Each line of the data below that includes the string "building" must be copied.

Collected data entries
____

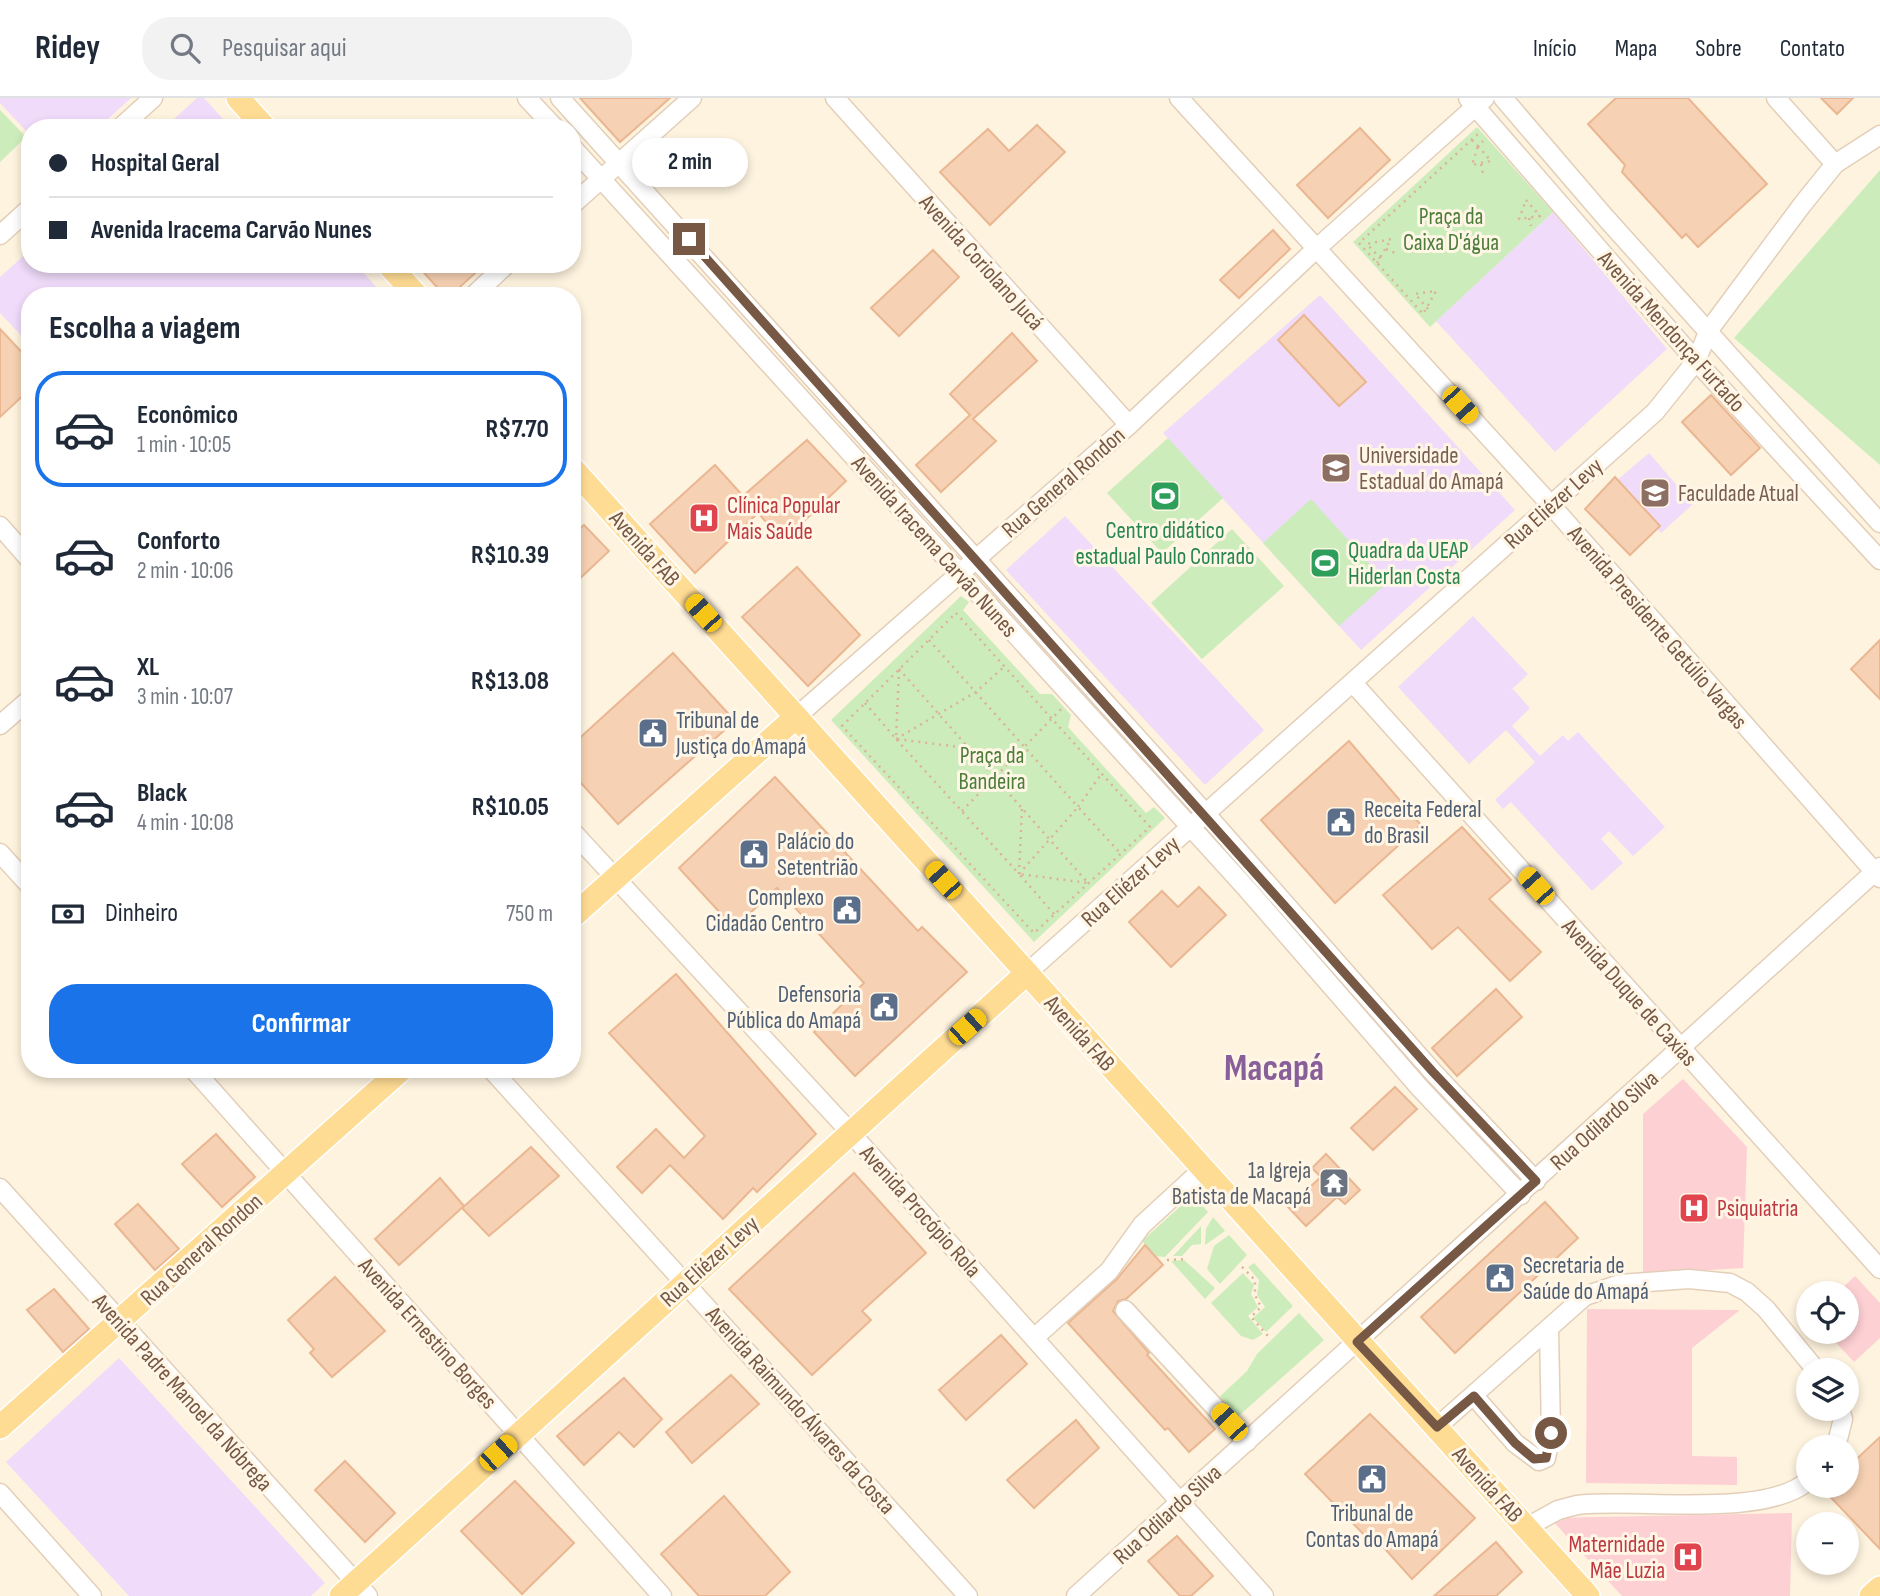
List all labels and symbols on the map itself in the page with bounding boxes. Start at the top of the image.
callout: 2 min [631,138,747,186]
street label: Avenida Coriolano Jucá [912,188,1050,336]
park label: Praça da Caixa D'água [1403,203,1499,257]
route end [673,223,705,255]
street label: Avenida Mendonça Furtado [1591,245,1751,418]
car [1439,382,1482,428]
street label: Rua General Rondon [996,422,1131,544]
place label: Universidade Estadual do Amapá [1359,442,1504,496]
street label: Avenida Iracema Carvão Nunes [845,449,1023,643]
school or university icon: Universidade Estadual do Amapá [1319,451,1353,485]
street label: Rua Eliézer Levy [1499,452,1609,555]
school or university icon: Faculdade Atual [1638,476,1672,510]
sports icon: Centro didático estadual Paulo Conrado [1148,479,1182,513]
place label: Faculdade Atual [1678,480,1799,508]
place label: Clínica Popular Mais Saúde [727,492,841,546]
hospital icon: Clínica Popular Mais Saúde [687,501,721,535]
street label: Avenida FAB [602,504,686,592]
place label: Centro didático estadual Paulo Conrado [1075,517,1255,571]
street label: Avenida Presidente Getúlio Vargas [1561,520,1753,735]
place label: Quadra da UEAP Hiderlan Costa [1348,537,1468,591]
sports icon: Quadra da UEAP Hiderlan Costa [1308,546,1342,580]
car [682,590,725,636]
place label: Tribunal de Justiça do Amapá [675,707,806,761]
public building icon: Tribunal de Justiça do Amapá [636,716,670,750]
park label: Praça da Bandeira [958,742,1026,796]
place label: Receita Federal do Brasil [1364,796,1481,850]
public building icon: Receita Federal do Brasil [1324,805,1358,839]
place label: Palácio do Setentrião [777,828,858,882]
street label: Rua Eliézer Levy [1076,830,1186,933]
public building icon: Palácio do Setentrião [737,837,771,871]
car [922,857,965,903]
car [1515,863,1558,909]
place label: Complexo Cidadão Centro [705,884,824,938]
public building icon: Complexo Cidadão Centro [830,893,864,927]
street label: Avenida Duque de Caxias [1555,912,1703,1072]
place label: Defensoria Pública do Amapá [727,981,861,1035]
street label: Avenida FAB [1037,989,1121,1077]
public building icon: Defensoria Pública do Amapá [867,990,901,1024]
car [945,1005,990,1049]
district label: Macapá [1224,1047,1324,1091]
street label: Rua Odilardo Silva [1545,1065,1665,1177]
street label: Avenida Procópio Rola [853,1139,987,1283]
place label: 1a Igreja Batista de Macapá [1172,1157,1311,1211]
temple icon: 1a Igreja Batista de Macapá [1317,1166,1351,1200]
street label: Rua General Rondon [135,1188,268,1312]
hospital icon: Psiquiatria [1677,1191,1711,1225]
place label: Psiquiatria [1717,1195,1798,1223]
street label: Rua Eliézer Levy [655,1210,765,1313]
street label: Avenida Ernestino Borges [351,1252,503,1415]
place label: Secretaria de Saúde do Amapá [1523,1252,1649,1306]
public building icon: Secretaria de Saúde do Amapá [1483,1261,1517,1295]
street label: Avenida Padre Manoel da Nóbrega [86,1287,278,1497]
street label: Avenida Raimundo Álvares da Costa [699,1300,901,1520]
car [1207,1399,1252,1445]
route start [1535,1417,1567,1449]
car [476,1431,521,1475]
street label: Avenida FAB [1445,1440,1529,1528]
street label: Rua Odilardo Silva [1108,1459,1228,1571]
public building icon: Tribunal de Contas do Amapá [1355,1462,1389,1496]
place label: Tribunal de Contas do Amapá [1305,1500,1439,1554]
place label: Maternidade Mãe Luzia [1568,1531,1665,1585]
hospital icon: Maternidade Mãe Luzia [1671,1540,1705,1574]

____

Output for this exercise
public building icon: Tribunal de Justiça do Amapá [636,716,670,750]
public building icon: Receita Federal do Brasil [1324,805,1358,839]
public building icon: Palácio do Setentrião [737,837,771,871]
public building icon: Complexo Cidadão Centro [830,893,864,927]
public building icon: Defensoria Pública do Amapá [867,990,901,1024]
public building icon: Secretaria de Saúde do Amapá [1483,1261,1517,1295]
public building icon: Tribunal de Contas do Amapá [1355,1462,1389,1496]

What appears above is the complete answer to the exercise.